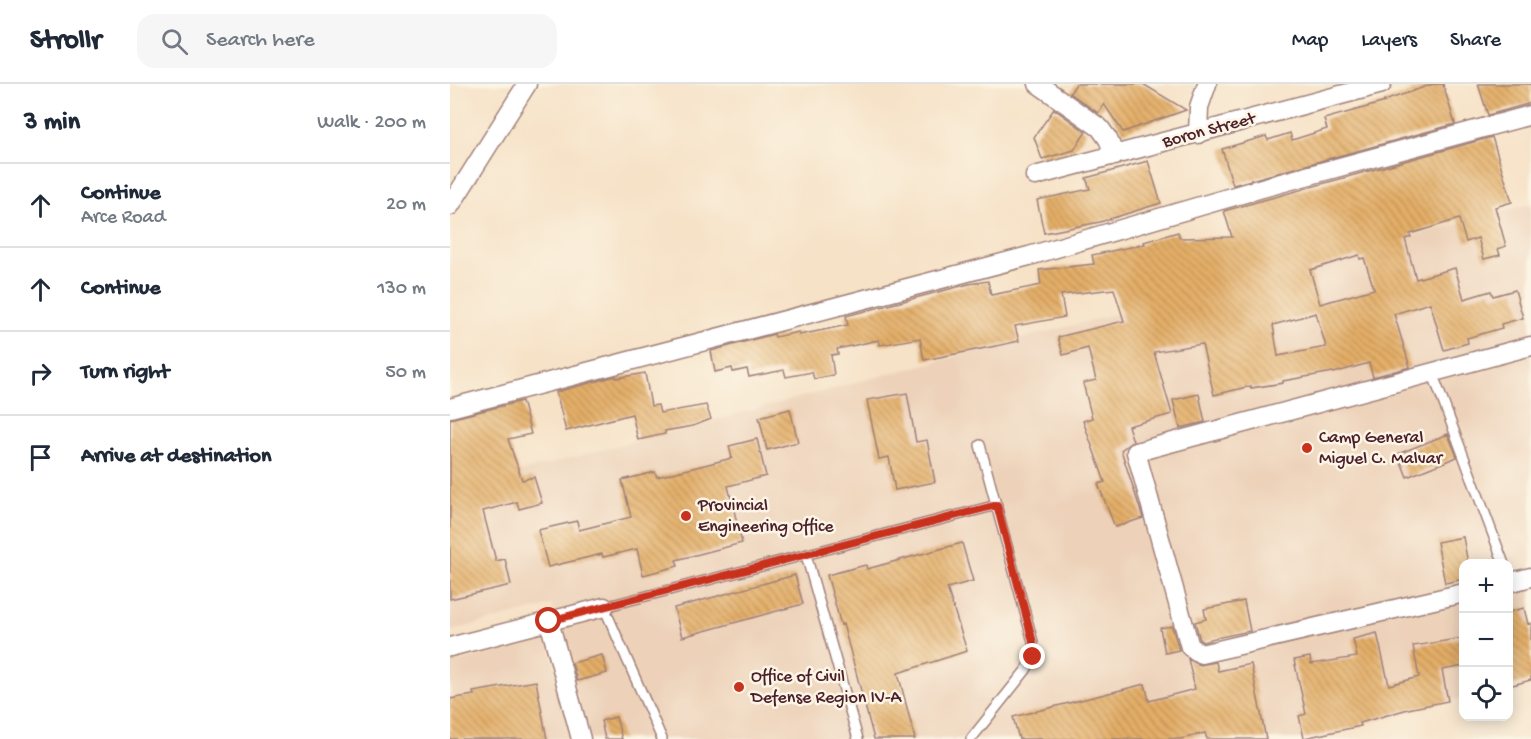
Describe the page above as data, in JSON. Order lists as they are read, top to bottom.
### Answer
{
  "streets": {
    "street": ["Boron Street"]
  },
  "places": ["Camp General Miguel C. Malvar", "Provincial Engineering Office", "Office of Civil Defense Region IV-A"],
  "page": {
    "header": "Strollr",
    "search": "Search here",
    "nav": ["Map", "Layers", "Share"],
    "heading": ["3 min", "Walk · 200 m"],
    "list": [
      ["Continue", "Arce Road", "20 m"],
      ["Continue", "130 m"],
      ["Turn right", "50 m"],
      "Arrive at destination"
    ],
    "map_buttons": ["+", "−"]
  }
}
================================
What is expected — What's needed here is an exact repeat of all the records above, pictures excluded.

Written answer —
Describe the page above as data, in JSON. Order lists as they are read, top to bottom.
### Answer
{
  "streets": {
    "street": ["Boron Street"]
  },
  "places": ["Camp General Miguel C. Malvar", "Provincial Engineering Office", "Office of Civil Defense Region IV-A"],
  "page": {
    "header": "Strollr",
    "search": "Search here",
    "nav": ["Map", "Layers", "Share"],
    "heading": ["3 min", "Walk · 200 m"],
    "list": [
      ["Continue", "Arce Road", "20 m"],
      ["Continue", "130 m"],
      ["Turn right", "50 m"],
      "Arrive at destination"
    ],
    "map_buttons": ["+", "−"]
  }
}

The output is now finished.